What the exercise asks:
Please state how many lines of the records hold the string "grid", giving nothing but the number.

Extracted data:
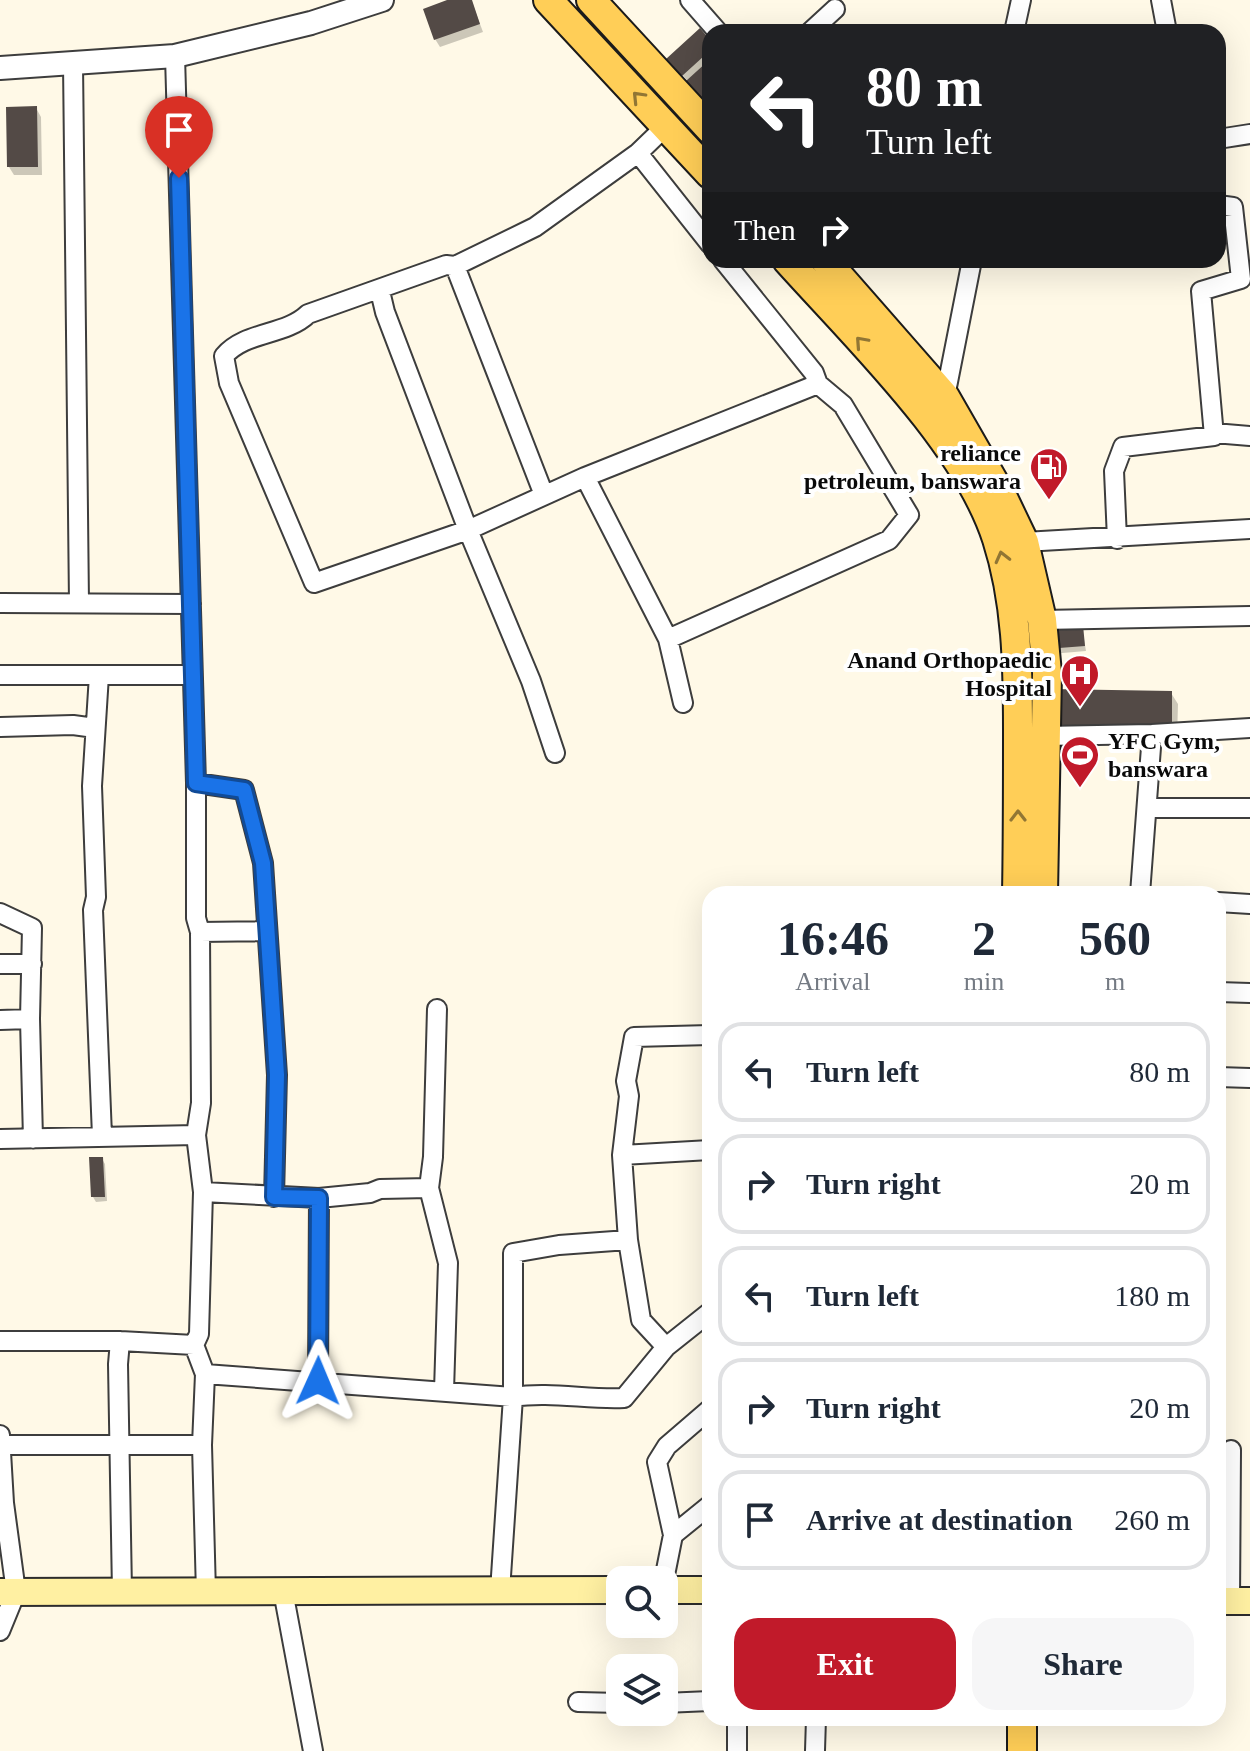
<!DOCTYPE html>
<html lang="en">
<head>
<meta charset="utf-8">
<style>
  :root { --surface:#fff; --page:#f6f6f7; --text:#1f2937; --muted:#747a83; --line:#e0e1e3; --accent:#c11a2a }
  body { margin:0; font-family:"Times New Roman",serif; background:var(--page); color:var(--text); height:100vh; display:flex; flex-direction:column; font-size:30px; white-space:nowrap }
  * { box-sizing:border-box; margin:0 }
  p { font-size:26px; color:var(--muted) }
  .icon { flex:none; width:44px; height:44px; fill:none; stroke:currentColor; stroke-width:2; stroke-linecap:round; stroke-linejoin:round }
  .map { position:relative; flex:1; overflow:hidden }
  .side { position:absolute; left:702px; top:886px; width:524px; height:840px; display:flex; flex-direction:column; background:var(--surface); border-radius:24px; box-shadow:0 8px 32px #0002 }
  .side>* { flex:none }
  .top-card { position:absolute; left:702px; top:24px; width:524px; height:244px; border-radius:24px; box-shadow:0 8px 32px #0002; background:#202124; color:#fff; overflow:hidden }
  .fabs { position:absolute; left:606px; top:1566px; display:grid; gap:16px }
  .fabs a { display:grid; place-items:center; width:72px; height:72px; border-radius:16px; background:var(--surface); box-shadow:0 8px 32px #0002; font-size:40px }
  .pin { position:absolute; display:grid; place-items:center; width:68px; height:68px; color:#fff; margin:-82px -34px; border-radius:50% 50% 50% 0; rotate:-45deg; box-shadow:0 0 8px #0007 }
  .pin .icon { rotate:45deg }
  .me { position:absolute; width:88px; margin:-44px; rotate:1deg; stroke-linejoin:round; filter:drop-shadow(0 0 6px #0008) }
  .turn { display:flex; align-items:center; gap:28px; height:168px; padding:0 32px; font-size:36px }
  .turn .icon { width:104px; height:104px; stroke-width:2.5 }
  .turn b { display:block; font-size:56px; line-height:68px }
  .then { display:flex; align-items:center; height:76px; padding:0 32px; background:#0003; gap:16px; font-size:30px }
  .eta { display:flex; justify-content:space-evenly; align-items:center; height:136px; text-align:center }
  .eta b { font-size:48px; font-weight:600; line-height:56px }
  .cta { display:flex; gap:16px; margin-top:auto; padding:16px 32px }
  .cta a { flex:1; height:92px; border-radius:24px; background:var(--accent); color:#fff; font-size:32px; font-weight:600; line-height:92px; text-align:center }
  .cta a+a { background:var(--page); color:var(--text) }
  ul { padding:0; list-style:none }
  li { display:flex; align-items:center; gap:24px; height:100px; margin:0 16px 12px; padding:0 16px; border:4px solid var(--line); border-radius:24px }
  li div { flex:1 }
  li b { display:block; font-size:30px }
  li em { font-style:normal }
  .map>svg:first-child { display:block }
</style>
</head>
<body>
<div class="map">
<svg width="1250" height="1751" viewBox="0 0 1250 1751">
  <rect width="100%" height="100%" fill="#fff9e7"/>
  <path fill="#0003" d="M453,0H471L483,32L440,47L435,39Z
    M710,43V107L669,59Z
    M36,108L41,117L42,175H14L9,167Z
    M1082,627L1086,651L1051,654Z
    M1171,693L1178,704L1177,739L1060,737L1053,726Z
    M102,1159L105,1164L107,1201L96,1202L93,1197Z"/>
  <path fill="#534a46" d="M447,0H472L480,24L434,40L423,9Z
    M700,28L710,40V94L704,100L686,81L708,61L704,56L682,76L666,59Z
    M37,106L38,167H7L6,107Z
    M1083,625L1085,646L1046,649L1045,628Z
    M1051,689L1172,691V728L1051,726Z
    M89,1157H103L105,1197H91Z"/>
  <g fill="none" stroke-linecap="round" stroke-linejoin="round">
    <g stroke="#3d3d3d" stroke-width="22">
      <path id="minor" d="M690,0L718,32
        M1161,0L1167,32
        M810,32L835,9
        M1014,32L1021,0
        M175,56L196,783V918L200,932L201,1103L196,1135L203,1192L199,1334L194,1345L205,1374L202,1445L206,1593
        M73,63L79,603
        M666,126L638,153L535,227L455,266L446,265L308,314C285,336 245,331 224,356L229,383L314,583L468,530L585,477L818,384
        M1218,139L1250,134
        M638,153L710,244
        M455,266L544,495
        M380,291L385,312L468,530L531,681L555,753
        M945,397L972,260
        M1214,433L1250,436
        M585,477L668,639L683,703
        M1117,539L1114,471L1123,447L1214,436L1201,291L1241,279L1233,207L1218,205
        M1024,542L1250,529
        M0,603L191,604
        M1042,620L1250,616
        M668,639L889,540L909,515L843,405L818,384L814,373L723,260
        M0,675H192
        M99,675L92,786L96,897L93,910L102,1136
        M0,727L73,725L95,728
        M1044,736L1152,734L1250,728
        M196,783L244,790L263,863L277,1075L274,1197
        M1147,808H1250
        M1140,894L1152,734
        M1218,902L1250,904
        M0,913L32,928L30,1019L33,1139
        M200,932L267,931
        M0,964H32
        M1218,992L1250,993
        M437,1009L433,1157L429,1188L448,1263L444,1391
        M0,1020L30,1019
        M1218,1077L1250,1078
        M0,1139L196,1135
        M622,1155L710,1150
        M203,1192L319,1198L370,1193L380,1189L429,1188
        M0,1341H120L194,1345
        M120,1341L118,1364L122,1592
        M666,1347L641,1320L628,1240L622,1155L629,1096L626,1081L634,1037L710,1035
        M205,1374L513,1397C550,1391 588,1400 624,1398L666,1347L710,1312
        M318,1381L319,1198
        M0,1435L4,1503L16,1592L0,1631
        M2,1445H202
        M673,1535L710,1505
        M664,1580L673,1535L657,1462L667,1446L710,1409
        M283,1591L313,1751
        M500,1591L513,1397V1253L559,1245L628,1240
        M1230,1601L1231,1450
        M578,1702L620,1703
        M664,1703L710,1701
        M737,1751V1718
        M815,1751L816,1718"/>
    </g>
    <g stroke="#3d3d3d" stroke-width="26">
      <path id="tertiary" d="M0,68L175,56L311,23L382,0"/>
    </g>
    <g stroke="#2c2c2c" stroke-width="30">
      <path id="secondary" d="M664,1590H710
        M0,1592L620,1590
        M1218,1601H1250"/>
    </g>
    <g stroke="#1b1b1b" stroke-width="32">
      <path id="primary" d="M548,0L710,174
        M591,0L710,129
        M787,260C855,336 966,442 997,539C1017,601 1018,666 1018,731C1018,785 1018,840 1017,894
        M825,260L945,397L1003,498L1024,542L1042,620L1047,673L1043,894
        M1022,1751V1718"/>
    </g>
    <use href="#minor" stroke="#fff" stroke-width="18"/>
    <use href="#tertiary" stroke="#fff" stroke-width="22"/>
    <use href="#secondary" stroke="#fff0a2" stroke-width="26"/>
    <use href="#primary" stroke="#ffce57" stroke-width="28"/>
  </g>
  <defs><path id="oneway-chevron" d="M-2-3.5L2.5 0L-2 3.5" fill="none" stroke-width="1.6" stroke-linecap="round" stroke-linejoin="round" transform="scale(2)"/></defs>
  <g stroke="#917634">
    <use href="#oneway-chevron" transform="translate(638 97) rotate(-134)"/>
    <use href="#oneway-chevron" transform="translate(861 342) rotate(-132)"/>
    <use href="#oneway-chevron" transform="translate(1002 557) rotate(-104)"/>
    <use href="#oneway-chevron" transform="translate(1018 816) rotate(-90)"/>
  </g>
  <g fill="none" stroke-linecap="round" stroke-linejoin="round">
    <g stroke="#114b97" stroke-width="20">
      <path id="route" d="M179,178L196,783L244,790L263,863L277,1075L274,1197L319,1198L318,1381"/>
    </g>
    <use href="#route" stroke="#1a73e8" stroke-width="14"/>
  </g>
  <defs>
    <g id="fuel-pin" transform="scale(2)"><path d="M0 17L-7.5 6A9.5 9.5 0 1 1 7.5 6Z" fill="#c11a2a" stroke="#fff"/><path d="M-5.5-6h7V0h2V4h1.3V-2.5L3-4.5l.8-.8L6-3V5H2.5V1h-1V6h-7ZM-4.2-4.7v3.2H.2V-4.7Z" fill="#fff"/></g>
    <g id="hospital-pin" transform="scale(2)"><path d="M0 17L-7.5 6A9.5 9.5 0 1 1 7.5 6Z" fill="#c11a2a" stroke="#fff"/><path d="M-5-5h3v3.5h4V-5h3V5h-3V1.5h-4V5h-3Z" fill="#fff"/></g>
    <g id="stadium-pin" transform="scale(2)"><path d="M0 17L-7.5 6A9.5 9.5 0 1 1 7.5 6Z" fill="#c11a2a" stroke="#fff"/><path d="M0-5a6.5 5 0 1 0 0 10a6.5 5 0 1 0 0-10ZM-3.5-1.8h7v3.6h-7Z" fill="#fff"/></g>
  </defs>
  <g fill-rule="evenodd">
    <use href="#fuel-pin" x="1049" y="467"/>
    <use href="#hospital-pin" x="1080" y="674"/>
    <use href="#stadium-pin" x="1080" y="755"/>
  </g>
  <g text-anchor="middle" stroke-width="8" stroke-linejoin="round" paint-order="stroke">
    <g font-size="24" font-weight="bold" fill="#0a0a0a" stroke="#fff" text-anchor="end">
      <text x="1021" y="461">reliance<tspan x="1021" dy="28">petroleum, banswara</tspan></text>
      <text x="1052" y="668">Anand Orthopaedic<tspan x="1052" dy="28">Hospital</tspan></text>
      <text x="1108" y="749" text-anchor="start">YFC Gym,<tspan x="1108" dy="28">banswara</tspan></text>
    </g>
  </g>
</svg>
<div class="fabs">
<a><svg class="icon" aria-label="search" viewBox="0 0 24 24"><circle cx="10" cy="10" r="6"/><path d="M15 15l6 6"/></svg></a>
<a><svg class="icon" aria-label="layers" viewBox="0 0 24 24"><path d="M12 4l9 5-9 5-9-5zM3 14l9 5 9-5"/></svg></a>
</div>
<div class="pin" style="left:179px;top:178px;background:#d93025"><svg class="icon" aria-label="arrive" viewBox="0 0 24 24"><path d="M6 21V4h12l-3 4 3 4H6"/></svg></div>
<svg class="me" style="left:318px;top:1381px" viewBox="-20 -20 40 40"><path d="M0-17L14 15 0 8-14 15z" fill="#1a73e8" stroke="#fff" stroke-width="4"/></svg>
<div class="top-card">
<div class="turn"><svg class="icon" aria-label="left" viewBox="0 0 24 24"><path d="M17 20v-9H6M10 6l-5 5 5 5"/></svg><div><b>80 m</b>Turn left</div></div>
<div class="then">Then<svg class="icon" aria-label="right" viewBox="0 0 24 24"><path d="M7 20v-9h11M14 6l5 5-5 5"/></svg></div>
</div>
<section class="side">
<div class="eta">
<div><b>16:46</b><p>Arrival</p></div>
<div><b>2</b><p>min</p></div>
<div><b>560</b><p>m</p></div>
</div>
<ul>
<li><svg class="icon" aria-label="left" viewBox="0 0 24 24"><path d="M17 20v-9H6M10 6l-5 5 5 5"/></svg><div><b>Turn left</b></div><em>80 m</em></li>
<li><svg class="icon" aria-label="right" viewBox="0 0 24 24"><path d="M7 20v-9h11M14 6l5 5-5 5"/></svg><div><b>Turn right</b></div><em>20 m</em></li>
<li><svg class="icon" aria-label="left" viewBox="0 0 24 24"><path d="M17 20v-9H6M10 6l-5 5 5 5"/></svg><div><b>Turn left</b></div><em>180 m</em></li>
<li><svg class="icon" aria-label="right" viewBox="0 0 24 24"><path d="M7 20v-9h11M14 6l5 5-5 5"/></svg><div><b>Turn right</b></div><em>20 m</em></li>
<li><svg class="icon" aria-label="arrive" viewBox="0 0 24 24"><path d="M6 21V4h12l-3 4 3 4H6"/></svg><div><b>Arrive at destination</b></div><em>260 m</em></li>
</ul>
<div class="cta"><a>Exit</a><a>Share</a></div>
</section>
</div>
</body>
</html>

Completed exercise:
3